A Nota Técnica também estabelece que todos os pares de CVaR testados passam a ser submetidos a uma avaliação multicritério. Esse processo considera simultaneamente impactos econômicos, tarifários e operativos, fortalecendo a robustez da tomada de decisão e ampliando a base técnica que sustenta as escolhas relacionadas ao nível de aversão ao risco adotado nos modelos oficiais.

A incorporação dessa lógica multicritério responde a uma demanda recorrente do setor por decisões mais transparentes e tecnicamente justificadas, especialmente em um contexto de maior complexidade operacional, expansão das fontes renováveis variáveis e aumento da volatilidade hidrológica.

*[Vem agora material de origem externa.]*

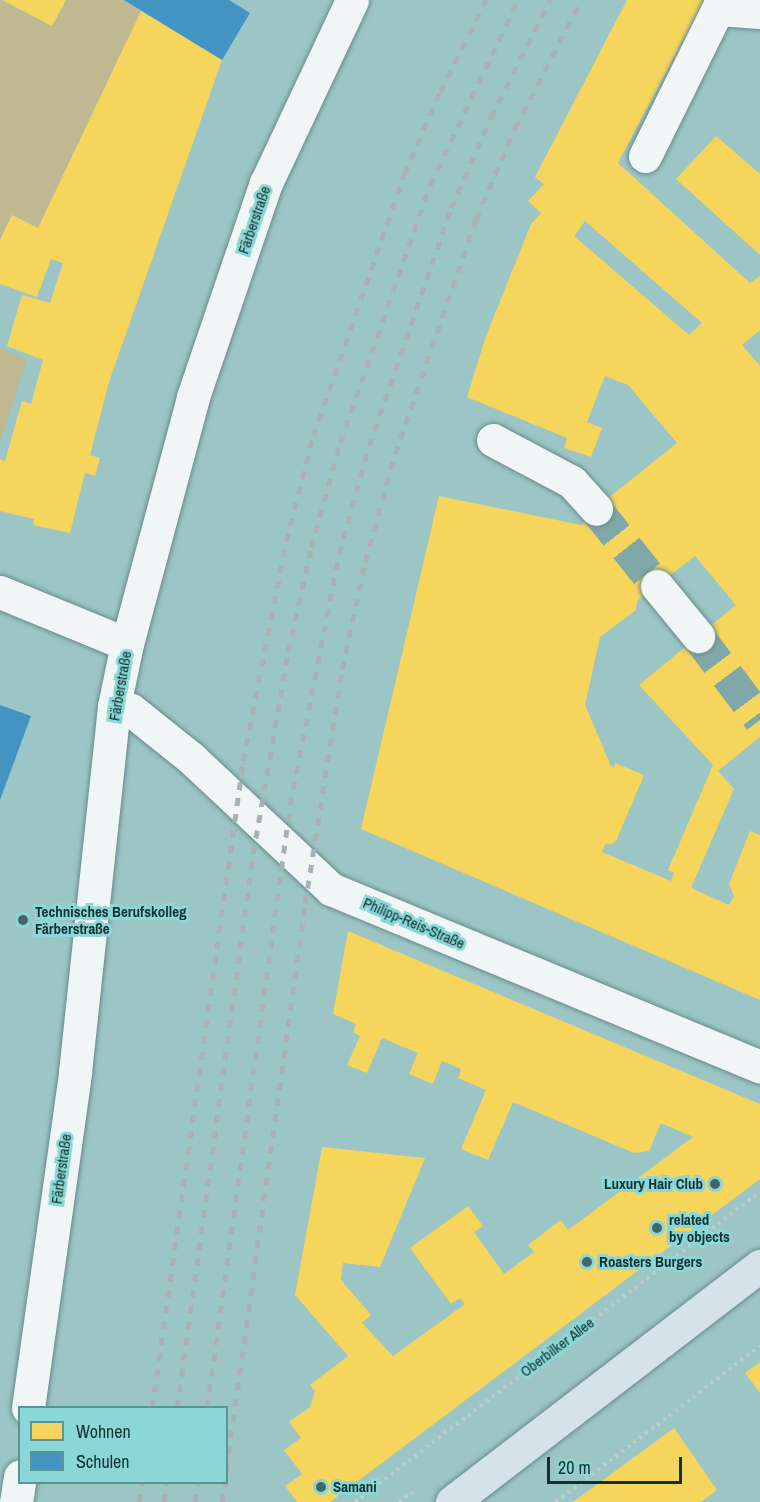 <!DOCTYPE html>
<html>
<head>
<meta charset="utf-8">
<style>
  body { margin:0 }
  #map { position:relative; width:760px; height:1502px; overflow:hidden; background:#9cc5c5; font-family:"Archivo Narrow",sans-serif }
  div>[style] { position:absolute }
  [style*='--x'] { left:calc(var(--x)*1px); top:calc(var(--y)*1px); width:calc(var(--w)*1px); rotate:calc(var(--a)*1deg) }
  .green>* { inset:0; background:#c0b891 }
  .homes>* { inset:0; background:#f6d55c }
  .schools>* { inset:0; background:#4393c3 }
  .minor-tunnel>* { height:33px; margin-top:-16.5px; transform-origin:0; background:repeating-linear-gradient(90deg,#80a8a8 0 33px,transparent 0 49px) }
  .path>* { height:4px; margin-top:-2px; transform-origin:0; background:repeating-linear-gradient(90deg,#becccc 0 3px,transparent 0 7.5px) }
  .roads { filter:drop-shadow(0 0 2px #688a8a) drop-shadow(0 0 2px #688a8a) }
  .minor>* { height:33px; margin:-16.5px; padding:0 16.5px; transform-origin:16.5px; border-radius:16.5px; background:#f0f6f6 }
  .major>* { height:33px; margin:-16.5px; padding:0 16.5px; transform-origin:16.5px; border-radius:16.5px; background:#d6e2ea }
  .rail>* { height:4.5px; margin-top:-2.25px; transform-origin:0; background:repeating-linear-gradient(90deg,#a9b2b2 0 8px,transparent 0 16px) }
  .dots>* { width:16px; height:16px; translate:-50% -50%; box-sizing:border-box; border:3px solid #8bd6d6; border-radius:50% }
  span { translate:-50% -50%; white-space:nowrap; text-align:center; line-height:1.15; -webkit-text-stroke:6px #8bd6d6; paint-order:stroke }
  .street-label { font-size:15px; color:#123232 }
  .poi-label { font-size:15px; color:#123232; font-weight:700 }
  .left { translate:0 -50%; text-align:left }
  .right { translate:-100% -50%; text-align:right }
  .legend { position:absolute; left:18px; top:1406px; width:210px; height:78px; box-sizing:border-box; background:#8bd6d6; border:2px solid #5b9494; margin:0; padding:8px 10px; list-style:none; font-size:18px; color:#123232 }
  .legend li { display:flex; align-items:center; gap:12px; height:30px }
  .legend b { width:30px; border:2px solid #5b9494 }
  .scale { position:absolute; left:547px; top:1457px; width:135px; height:27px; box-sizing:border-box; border:3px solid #123232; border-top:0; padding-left:8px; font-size:18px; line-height:21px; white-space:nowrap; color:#123232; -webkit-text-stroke:4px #8bd6d6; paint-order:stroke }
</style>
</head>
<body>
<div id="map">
  <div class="green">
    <div style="clip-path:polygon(0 0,52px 26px,66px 0,124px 0,141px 11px,38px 228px,12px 215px,0 240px)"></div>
    <div style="clip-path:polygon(0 348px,27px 359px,0 441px)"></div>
  </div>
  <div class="homes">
    <div style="clip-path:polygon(2px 0,66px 0,52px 26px)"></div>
    <div style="clip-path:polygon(evenodd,627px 0,704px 0,618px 163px,750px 283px,760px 276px,760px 330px,742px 345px,760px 366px,760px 737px,718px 771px,734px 789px,691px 888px,729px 905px,734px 896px,729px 884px,750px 831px,760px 835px,760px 1000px,361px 829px,439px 496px,581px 525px,607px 499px,677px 443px,628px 385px,605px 376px,587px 422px,602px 428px,591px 457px,564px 448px,567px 438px,467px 397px,486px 336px,531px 224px,541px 213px,528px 201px,544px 184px,535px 177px,627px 0,585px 221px,702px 323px,689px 335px,574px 236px,585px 221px,627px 0,695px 556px,736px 605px,639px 685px,713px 765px,668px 870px,674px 873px,671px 881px,602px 852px,606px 843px,610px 845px,616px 841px,644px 775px,615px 763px,614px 768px,611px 766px,585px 705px,600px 637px,636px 610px,637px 601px,695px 556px)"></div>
    <div style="clip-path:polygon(141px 11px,222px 60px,109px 382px,90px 455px,100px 458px,95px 476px,85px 473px,70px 533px,33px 525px,34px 519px,0 511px,0 459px,5px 461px,22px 401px,31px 404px,43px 360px,7px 346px,22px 295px,50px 303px,63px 263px,51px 259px,37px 297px,0 284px,0 240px,12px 215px,38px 228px)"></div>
    <div style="clip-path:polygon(716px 136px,760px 174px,760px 255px,676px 179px)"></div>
    <div style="clip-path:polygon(348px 931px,760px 1104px,760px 1179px,330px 1502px,297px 1502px,285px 1486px,302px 1474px,284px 1450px,301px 1438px,289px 1422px,310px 1407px,315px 1391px,310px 1385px,348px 1356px,295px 1295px,322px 1147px,425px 1158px,380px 1267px,343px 1263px,341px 1280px,371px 1315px,362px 1323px,393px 1356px,465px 1304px,460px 1298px,451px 1304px,410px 1248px,468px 1206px,483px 1226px,474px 1232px,504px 1274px,534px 1252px,528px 1245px,561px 1220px,568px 1230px,693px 1137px,661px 1123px,649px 1151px,634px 1153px,513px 1102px,488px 1160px,461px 1149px,486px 1090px,458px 1078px,461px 1069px,442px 1061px,433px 1084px,409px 1074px,418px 1053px,382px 1038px,367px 1073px,347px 1065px,360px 1036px,353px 1032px,356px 1024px,333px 1014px)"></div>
    <div style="clip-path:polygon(760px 1362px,760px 1393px,745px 1373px)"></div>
    <div style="clip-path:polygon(674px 1428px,717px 1490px,701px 1502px,573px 1502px)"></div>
  </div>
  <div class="schools">
    <div style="clip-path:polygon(124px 0,229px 0,250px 13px,222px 60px)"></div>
    <div style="clip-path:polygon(0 705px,31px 716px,0 800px)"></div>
  </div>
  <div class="minor-tunnel">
    <div style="--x:596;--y:509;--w:98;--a:51.6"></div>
    <div style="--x:698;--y:636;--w:104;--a:53.2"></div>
  </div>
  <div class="path">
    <div style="--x:355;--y:1502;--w:510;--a:-37.43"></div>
    <div style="--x:399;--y:1502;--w:17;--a:-36"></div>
    <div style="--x:556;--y:1502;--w:257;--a:-37.4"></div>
  </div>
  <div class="roads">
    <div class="minor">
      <div style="--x:718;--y:9;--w:42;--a:4.1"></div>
      <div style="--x:645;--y:156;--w:174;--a:-63.7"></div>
      <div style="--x:493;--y:440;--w:89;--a:28"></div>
      <div style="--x:572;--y:482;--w:36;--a:48"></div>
      <div style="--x:657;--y:586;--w:65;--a:50.6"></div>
      <div style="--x:0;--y:592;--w:137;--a:22.3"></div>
      <div style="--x:114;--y:706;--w:17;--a:13"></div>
      <div style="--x:131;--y:710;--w:77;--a:38.7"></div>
      <div style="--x:191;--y:758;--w:192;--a:43.1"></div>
      <div style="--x:331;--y:889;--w:464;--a:22.5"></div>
      <div style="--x:28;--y:1408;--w:339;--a:-82"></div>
      <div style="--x:75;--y:1072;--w:368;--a:-83.9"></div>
      <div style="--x:114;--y:706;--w:63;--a:-78.2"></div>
      <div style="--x:127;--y:644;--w:256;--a:-75"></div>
      <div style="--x:193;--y:397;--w:226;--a:-71.2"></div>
      <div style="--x:266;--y:183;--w:202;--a:-64.8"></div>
      <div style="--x:16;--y:1502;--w:26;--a:-81"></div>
    </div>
    <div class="major">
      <div style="--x:452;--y:1502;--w:388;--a:-37.5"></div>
    </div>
  </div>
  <div class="rail">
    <div style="--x:152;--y:1408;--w:653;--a:-81.99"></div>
    <div style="--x:243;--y:761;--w:224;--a:-78.9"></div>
    <div style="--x:286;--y:541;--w:108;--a:-75.6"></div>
    <div style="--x:313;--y:436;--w:277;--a:-70.8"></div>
    <div style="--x:404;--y:174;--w:90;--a:-66.3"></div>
    <div style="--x:440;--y:92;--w:103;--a:-63.4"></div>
    <div style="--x:177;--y:1408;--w:559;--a:-82.19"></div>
    <div style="--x:253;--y:854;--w:205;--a:-80.2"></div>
    <div style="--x:288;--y:652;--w:107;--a:-77.5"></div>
    <div style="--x:311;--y:548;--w:109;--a:-74.6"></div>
    <div style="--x:340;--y:443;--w:273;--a:-70.8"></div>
    <div style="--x:430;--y:185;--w:205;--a:-64.6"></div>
    <div style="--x:207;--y:1408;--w:609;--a:-82.16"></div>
    <div style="--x:290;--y:805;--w:256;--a:-79"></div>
    <div style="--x:339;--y:554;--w:112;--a:-74.5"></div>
    <div style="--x:369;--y:446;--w:252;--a:-71"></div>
    <div style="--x:451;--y:208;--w:99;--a:-66.3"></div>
    <div style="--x:491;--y:117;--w:131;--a:-63.2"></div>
    <div style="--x:226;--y:1470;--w:571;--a:-82.05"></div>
    <div style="--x:305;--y:904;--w:238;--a:-81.1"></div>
    <div style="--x:342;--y:669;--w:109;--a:-77.9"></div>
    <div style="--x:365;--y:562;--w:112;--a:-74.5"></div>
    <div style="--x:395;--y:454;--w:249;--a:-71"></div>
    <div style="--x:476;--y:219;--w:99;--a:-66.8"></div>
    <div style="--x:515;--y:128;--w:144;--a:-62.7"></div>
    <div style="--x:139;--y:1502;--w:20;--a:-81"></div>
    <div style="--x:164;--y:1502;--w:20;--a:-84"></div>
    <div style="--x:195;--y:1502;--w:20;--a:-84"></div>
    <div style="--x:222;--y:1502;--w:20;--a:-81"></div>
  </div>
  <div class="dots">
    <div style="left:23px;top:920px;background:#426565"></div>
    <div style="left:715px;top:1184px;background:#426565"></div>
    <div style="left:657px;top:1228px;background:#426565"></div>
    <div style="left:587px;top:1262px;background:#426565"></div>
    <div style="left:321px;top:1487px;background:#426565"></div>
  </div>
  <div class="street-label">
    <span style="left:254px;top:220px;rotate:-71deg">Färberstraße</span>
    <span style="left:120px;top:686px;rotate:-80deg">Färberstraße</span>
    <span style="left:414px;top:923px;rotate:23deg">Philipp-Reis-Straße</span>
    <span style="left:61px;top:1169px;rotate:-82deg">Färberstraße</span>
    <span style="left:557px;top:1347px;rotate:-37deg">Oberbilker Allee</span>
  </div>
  <div class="poi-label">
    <span class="left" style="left:35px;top:920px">Technisches Berufskolleg<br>Färberstraße</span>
    <span class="right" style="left:703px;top:1184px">Luxury Hair Club</span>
    <span class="left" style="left:669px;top:1228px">related<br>by objects</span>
    <span class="left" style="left:599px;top:1262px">Roasters Burgers</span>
    <span class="left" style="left:333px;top:1487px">Samani</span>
  </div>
  <ul class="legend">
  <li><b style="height:16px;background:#f6d55c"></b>Wohnen</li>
  <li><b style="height:16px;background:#4393c3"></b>Schulen</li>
  </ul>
  <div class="scale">20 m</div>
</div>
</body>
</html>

Aplicação imediata e próximos passos

Com a aprovação pelo CMSE, a nova metodologia já está sendo aplicada na execução da atividade prevista no inciso II do artigo 2º da Resolução CMSE nº 01/2025, que avalia o nível de aversão ao risco dos modelos computacionais do setor elétrico. Os resultados desse processo deverão ser submetidos à consulta pública no primeiro semestre de 2026, ampliando o diálogo com os agentes e reforçando o compromisso institucional com a participação e a transparência.

Como parte desse esforço, está prevista a realização de um workshop em janeiro de 2026, no qual serão apresentadas as alterações e as premissas adotadas na atualização da metodologia de calibração do CVaR. A iniciativa busca detalhar os fundamentos técnicos da revisão e esclarecer eventuais dúvidas dos agentes, contribuindo para maior previsibilidade regulatória.

Impactos para o planejamento e a formação de preços

A atualização da metodologia de calibração do CVaR representa um movimento relevante no fortalecimento da governança do setor elétrico brasileiro. Ao alinhar os modelos computacionais à dinâmica real da operação e ampliar a transparência dos critérios decisórios, o MME e as instituições setoriais reforçam a confiança dos agentes nos instrumentos que orientam o planejamento, o despacho e a formação de preços.

Em um cenário marcado por desafios hidrológicos, transição energética e crescente complexidade operacional, a revisão do CVaR se consolida como um elemento-chave para garantir equilíbrio entre segurança do suprimento, eficiência econômica e estabilidade regulatória no setor elétrico nacional.